■ ABOUT THIS EXERCISE:
Copy out the lines below that hold the word "stream".

(Extracted data entries)

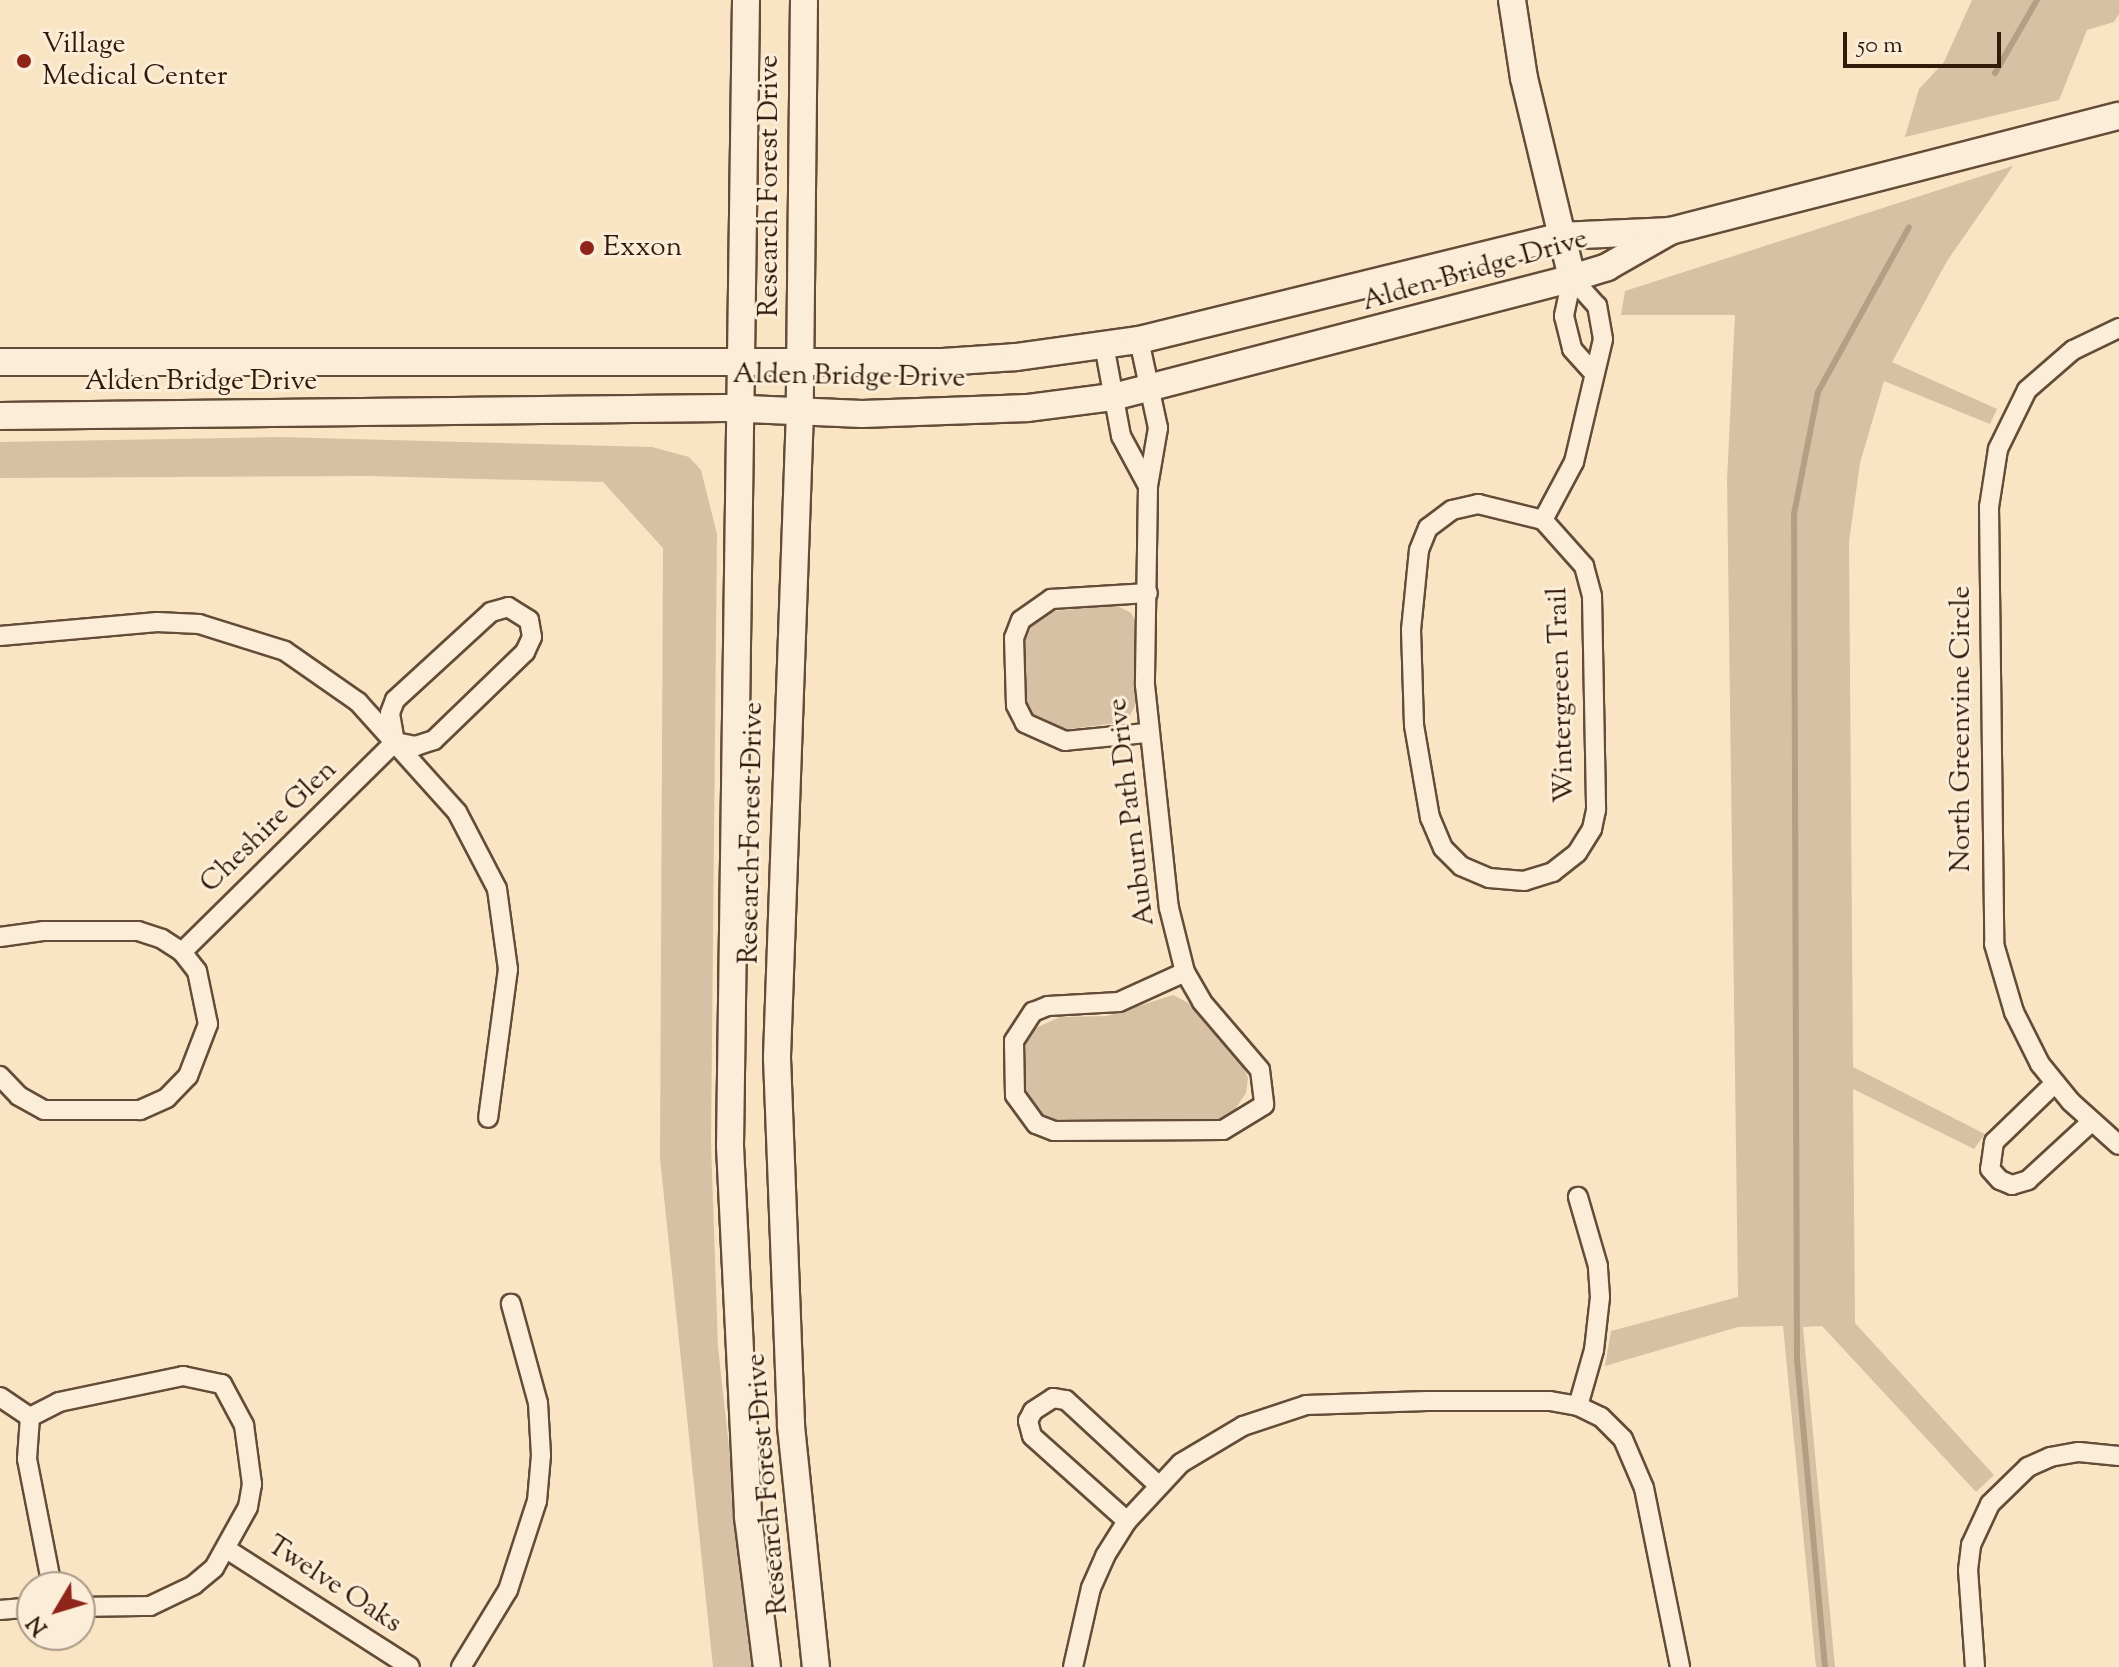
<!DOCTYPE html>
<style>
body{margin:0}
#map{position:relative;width:2119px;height:1667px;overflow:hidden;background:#f9e4c3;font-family:"Sorts Mill Goudy",serif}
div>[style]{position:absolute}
.green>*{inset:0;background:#d7c1a4}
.stream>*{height:6px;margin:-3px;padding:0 3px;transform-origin:3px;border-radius:3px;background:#b59f84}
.roads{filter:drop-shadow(2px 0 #644c38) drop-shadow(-2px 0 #644c38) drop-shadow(0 2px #644c38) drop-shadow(0 -2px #644c38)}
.street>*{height:18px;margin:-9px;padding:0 9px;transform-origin:9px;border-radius:9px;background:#fbedd8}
.secondary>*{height:26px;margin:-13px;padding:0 13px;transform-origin:13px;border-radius:13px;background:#fbedd8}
.dots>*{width:22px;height:22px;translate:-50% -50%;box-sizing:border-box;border:4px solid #fbedd8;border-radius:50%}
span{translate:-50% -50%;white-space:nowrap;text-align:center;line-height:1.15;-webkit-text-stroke:6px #fbedd8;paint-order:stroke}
.poi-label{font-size:28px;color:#32190a}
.left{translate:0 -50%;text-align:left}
.street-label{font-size:28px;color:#32190a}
.north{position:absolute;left:16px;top:1571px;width:80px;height:80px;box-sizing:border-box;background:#fbedd8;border:2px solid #ab9886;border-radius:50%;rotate:232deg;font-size:22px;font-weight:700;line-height:32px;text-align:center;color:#32190a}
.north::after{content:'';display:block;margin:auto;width:28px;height:36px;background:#8f2418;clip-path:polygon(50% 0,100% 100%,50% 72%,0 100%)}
.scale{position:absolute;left:1843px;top:32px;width:158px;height:36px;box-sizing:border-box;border:4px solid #32190a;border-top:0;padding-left:10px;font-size:24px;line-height:28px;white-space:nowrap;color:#32190a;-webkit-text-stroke:6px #fbedd8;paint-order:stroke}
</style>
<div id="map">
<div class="green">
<i style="clip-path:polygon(1972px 0,2119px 0,2119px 14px,2114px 22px,2087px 30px,2059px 100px,1905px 137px,1919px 89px,1944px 62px)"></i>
<i style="clip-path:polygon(2013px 166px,1947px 261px,1892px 362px,1997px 409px,1990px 424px,1884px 381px,1860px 463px,1849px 542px,1853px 1067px,1985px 1134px,1974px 1149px,1853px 1089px,1855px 1323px,1994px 1475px,1976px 1492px,1822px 1326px,1803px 1327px,1835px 1667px,1816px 1667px,1783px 1326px,1738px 1327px,1605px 1366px,1611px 1331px,1738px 1297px,1727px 479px,1735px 315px,1621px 315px,1625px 291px)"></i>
<i style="clip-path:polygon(279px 437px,652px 447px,689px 457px,701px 470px,717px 534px,711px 1143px,718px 1347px,753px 1667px,713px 1667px,660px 1158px,663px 548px,603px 482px,368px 476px,0 478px,0 442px)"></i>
<i style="clip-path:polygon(1116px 605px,1131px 613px,1138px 626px,1135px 706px,1126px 722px,1060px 730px,1032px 718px,1024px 699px,1025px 641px,1034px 621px,1055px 611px)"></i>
<i style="clip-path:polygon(1173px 995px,1192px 1005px,1242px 1064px,1248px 1078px,1246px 1093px,1230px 1117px,1216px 1122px,1055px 1121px,1031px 1107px,1024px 1090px,1024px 1046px,1031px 1030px,1060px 1017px,1107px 1016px)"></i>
</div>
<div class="stream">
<i style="left:1995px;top:73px;width:84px;rotate:-60.1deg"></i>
<i style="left:1825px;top:1667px;width:309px;rotate:-95.2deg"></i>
<i style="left:1797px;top:1359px;width:845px;rotate:-90.2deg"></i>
<i style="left:1794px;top:514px;width:124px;rotate:-78.9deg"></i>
<i style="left:1818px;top:392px;width:188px;rotate:-61.1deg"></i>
</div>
<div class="roads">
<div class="street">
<i style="left:1572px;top:278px;width:39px;rotate:102deg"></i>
<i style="left:1564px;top:316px;width:34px;rotate:76deg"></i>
<i style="left:1572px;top:349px;width:30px;rotate:48deg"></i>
<i style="left:2119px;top:328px;width:51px;rotate:154.4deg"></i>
<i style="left:2073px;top:350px;width:61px;rotate:139deg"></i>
<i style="left:2027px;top:390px;width:66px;rotate:116.2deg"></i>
<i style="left:1998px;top:449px;width:59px;rotate:98.8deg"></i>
<i style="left:1989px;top:507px;width:437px;rotate:89.3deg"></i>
<i style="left:1994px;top:944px;width:71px;rotate:73.6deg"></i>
<i style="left:2014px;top:1012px;width:58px;rotate:63.4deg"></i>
<i style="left:2040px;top:1064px;width:49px;rotate:50.8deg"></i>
<i style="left:2071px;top:1102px;width:64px;rotate:41.9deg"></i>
<i style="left:1139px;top:340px;width:90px;rotate:77.8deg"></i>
<i style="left:1158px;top:428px;width:59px;rotate:99.8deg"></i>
<i style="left:1148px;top:486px;width:199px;rotate:90.9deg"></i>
<i style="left:1145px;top:685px;width:224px;rotate:83.9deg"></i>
<i style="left:1169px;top:908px;width:66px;rotate:76deg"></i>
<i style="left:1185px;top:972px;width:34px;rotate:60deg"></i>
<i style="left:1202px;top:1002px;width:89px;rotate:49.5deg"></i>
<i style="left:1260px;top:1070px;width:35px;rotate:83deg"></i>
<i style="left:1264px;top:1105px;width:48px;rotate:148.6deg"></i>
<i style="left:1223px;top:1130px;width:169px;rotate:179.7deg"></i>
<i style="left:1054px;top:1131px;width:19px;rotate:-159deg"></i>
<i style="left:1036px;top:1124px;width:36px;rotate:-126deg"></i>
<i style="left:1015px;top:1095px;width:54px;rotate:-91.1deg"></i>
<i style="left:1014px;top:1041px;width:35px;rotate:-57deg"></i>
<i style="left:1033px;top:1012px;width:16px;rotate:-22deg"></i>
<i style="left:1048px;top:1006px;width:71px;rotate:-3.2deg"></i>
<i style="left:1119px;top:1002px;width:72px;rotate:-24.4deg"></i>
<i style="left:1104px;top:345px;width:93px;rotate:79.4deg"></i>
<i style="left:1121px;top:436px;width:57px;rotate:61.6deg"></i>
<i style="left:1478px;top:504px;width:67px;rotate:13.8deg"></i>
<i style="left:1543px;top:520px;width:62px;rotate:48.3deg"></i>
<i style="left:1584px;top:566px;width:31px;rotate:75deg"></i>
<i style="left:1592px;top:596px;width:214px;rotate:88.9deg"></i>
<i style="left:1596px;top:810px;width:19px;rotate:102deg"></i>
<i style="left:1592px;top:829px;width:28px;rotate:122deg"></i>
<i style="left:1577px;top:853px;width:31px;rotate:142deg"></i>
<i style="left:1553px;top:872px;width:30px;rotate:163deg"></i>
<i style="left:1524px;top:881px;width:35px;rotate:-175deg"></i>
<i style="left:1489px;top:878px;width:30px;rotate:-157deg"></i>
<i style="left:1461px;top:866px;width:25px;rotate:-135deg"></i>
<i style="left:1443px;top:848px;width:33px;rotate:-113deg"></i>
<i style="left:1430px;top:818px;width:94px;rotate:-99.8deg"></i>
<i style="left:1414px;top:725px;width:95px;rotate:-91.8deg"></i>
<i style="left:1411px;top:630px;width:80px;rotate:-84.3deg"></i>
<i style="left:1419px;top:550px;width:24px;rotate:-68deg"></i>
<i style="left:1428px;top:528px;width:30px;rotate:-37deg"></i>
<i style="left:1452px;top:510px;width:27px;rotate:-13deg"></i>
<i style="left:1543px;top:520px;width:66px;rotate:-61.9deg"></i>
<i style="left:1574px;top:462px;width:126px;rotate:-76.7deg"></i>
<i style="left:1603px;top:339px;width:34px;rotate:-100deg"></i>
<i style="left:1597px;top:306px;width:38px;rotate:-132deg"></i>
<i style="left:508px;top:607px;width:25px;rotate:32deg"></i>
<i style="left:529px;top:620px;width:17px;rotate:80deg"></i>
<i style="left:532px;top:637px;width:17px;rotate:115deg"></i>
<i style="left:525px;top:652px;width:127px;rotate:136deg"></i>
<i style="left:434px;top:740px;width:19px;rotate:162deg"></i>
<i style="left:416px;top:746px;width:21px;rotate:-169deg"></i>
<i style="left:395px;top:742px;width:29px;rotate:-100deg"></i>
<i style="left:390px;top:713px;width:14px;rotate:-69deg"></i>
<i style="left:395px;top:700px;width:130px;rotate:-42.5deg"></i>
<i style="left:491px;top:612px;width:18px;rotate:-16deg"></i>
<i style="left:0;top:636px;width:158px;rotate:-5.1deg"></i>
<i style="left:157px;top:622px;width:42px;rotate:2.7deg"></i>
<i style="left:199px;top:624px;width:90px;rotate:17.4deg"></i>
<i style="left:285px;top:651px;width:89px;rotate:34.9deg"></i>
<i style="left:358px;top:702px;width:148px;rotate:48deg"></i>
<i style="left:457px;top:812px;width:87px;rotate:62.5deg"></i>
<i style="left:497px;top:889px;width:81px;rotate:82.2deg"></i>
<i style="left:508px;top:969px;width:150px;rotate:97.6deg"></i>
<i style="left:1146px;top:733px;width:81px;rotate:174.4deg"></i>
<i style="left:1065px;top:741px;width:44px;rotate:-155.8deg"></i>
<i style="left:1025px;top:723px;width:20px;rotate:-117deg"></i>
<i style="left:1016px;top:705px;width:67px;rotate:-91.7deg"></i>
<i style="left:1014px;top:638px;width:19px;rotate:-69deg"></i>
<i style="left:1021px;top:620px;width:37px;rotate:-35deg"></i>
<i style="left:1051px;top:599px;width:97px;rotate:-3.5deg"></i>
<i style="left:0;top:937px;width:43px;rotate:-7.9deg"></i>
<i style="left:43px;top:931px;width:95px"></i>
<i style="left:138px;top:931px;width:25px;rotate:18deg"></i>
<i style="left:162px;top:939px;width:24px;rotate:33deg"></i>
<i style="left:182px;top:952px;width:24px;rotate:52deg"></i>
<i style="left:197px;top:971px;width:54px;rotate:78.3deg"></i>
<i style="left:208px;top:1024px;width:56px;rotate:111deg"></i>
<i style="left:188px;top:1076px;width:30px;rotate:134deg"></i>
<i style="left:167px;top:1098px;width:30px;rotate:156deg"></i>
<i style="left:140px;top:1110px;width:96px;rotate:180deg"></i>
<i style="left:44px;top:1110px;width:29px;rotate:-151deg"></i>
<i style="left:19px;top:1096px;width:28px;rotate:-134deg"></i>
<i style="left:182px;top:952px;width:299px;rotate:-44.6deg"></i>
<i style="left:2054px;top:1084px;width:83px;rotate:136deg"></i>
<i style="left:1994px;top:1142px;width:27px;rotate:98deg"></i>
<i style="left:1990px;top:1169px;width:15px;rotate:48deg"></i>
<i style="left:2000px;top:1180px;width:13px;rotate:23deg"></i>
<i style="left:2012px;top:1185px;width:17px;rotate:-17deg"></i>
<i style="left:2028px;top:1180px;width:86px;rotate:-42.6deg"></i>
<i style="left:0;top:1397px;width:36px;rotate:34deg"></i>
<i style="left:1578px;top:1406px;width:58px;rotate:-74.1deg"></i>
<i style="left:1594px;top:1350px;width:53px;rotate:-83.5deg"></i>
<i style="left:1600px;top:1297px;width:31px;rotate:-94deg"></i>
<i style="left:1598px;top:1266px;width:72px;rotate:-106.2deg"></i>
<i style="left:30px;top:1417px;width:33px;rotate:-27deg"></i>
<i style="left:59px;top:1402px;width:127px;rotate:-11.8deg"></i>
<i style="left:183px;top:1376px;width:40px;rotate:12deg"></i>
<i style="left:222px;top:1384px;width:47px;rotate:61.8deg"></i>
<i style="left:244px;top:1425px;width:60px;rotate:82.3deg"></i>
<i style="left:252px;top:1484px;width:23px;rotate:100deg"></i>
<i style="left:248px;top:1507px;width:70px;rotate:119.1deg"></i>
<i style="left:214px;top:1568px;width:26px;rotate:140deg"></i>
<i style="left:194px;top:1585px;width:49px;rotate:154.5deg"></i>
<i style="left:150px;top:1606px;width:70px;rotate:179.2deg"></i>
<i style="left:30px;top:1417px;width:42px;rotate:94.1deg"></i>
<i style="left:27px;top:1459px;width:130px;rotate:78.9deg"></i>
<i style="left:1127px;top:1521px;width:127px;rotate:-138.2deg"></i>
<i style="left:1032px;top:1436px;width:16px;rotate:-105deg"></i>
<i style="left:1028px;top:1421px;width:11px;rotate:-63deg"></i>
<i style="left:1033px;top:1411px;width:24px;rotate:-33deg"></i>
<i style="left:1053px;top:1398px;width:13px;rotate:9deg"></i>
<i style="left:1066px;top:1400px;width:124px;rotate:42.7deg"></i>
<i style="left:228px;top:1550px;width:216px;rotate:32.7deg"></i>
<i style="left:0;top:1610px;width:32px;rotate:-5deg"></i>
<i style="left:461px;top:1667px;width:90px;rotate:-58.6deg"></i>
<i style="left:508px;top:1590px;width:94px;rotate:-72deg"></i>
<i style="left:537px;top:1501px;width:46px;rotate:-85deg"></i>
<i style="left:541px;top:1455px;width:52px;rotate:-93.3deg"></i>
<i style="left:538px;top:1403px;width:103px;rotate:-105.3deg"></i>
<i style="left:1073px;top:1667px;width:81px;rotate:-77.2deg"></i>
<i style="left:1091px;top:1588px;width:35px;rotate:-66deg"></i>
<i style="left:1105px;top:1556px;width:41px;rotate:-57.8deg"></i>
<i style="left:1127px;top:1521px;width:79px;rotate:-47deg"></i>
<i style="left:1181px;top:1463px;width:72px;rotate:-30.8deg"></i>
<i style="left:1243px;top:1426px;width:66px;rotate:-18.4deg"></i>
<i style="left:1306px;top:1405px;width:121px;rotate:-1.9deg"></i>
<i style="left:1427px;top:1401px;width:123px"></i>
<i style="left:1550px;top:1401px;width:28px;rotate:10deg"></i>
<i style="left:1578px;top:1406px;width:25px;rotate:26deg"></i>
<i style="left:1601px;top:1417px;width:31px;rotate:45deg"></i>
<i style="left:1623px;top:1439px;width:53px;rotate:66.8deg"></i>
<i style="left:1644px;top:1488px;width:183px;rotate:78.6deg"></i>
<i style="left:1975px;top:1667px;width:97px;rotate:-94.1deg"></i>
<i style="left:1968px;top:1570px;width:25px;rotate:-83deg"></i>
<i style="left:1971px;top:1545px;width:45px;rotate:-65.1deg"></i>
<i style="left:1990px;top:1504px;width:53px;rotate:-44.2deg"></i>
<i style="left:2028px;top:1467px;width:24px;rotate:-24deg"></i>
<i style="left:2050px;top:1457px;width:29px;rotate:-10deg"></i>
<i style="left:2079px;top:1452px;width:40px;rotate:5.7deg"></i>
</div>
<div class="secondary">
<i style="left:746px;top:0;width:1146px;rotate:90.8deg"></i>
<i style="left:730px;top:1146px;width:371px;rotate:87.2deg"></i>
<i style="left:748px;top:1517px;width:151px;rotate:82.8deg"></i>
<i style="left:804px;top:0;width:411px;rotate:90.6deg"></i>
<i style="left:800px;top:411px;width:647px;rotate:92.04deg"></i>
<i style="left:777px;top:1058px;width:368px;rotate:87.8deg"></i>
<i style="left:791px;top:1426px;width:242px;rotate:84.1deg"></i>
<i style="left:1512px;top:0;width:79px;rotate:81.3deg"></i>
<i style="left:1524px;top:78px;width:206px;rotate:76.5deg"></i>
<i style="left:0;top:362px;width:943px"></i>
<i style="left:943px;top:362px;width:73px;rotate:-3.9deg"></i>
<i style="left:1016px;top:357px;width:124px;rotate:-7.9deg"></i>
<i style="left:1139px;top:340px;width:435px;rotate:-13.8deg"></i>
<i style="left:1561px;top:236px;width:109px;rotate:-2.6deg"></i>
<i style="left:0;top:416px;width:724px;rotate:-0.63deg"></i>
<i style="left:724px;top:408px;width:138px;rotate:2.5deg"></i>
<i style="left:862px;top:414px;width:166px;rotate:-2.1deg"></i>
<i style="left:1028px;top:408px;width:86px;rotate:-7.4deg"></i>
<i style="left:1113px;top:397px;width:474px;rotate:-14.5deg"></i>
<i style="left:1572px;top:278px;width:37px;rotate:-17deg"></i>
<i style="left:1607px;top:267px;width:73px;rotate:-29.7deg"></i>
<i style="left:1670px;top:231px;width:463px;rotate:-14.4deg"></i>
</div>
</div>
<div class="dots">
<i style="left:24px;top:61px;background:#8f2418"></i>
<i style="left:587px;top:248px;background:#8f2418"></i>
</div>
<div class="poi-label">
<span class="left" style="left:42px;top:61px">Village<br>Medical Center</span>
<span class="left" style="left:603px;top:248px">Exxon</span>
</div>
<div class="street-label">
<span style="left:770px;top:186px;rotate:-90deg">Research Forest Drive</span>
<span style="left:1475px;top:271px;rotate:-16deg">Alden Bridge Drive</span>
<span style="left:849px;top:377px;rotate:1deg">Alden Bridge Drive</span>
<span style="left:201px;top:382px">Alden Bridge Drive</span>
<span style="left:1562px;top:695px;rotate:-92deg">Wintergreen Trail</span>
<span style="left:1962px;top:729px;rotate:-90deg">North Greenvine Circle</span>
<span style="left:1132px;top:812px;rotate:-97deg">Auburn Path Drive</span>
<span style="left:269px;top:827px;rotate:-44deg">Cheshire Glen</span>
<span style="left:752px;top:833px;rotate:-89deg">Research Forest Drive</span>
<span style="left:768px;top:1484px;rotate:-95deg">Research Forest Drive</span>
<span style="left:334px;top:1585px;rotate:33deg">Twelve Oaks</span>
</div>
<div class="north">N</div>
<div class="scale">50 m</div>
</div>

■ PROBLEM SOLUTION:
.stream>*{height:6px;margin:-3px;padding:0 3px;transform-origin:3px;border-radius:3px;background:#b59f84}
<div class="stream">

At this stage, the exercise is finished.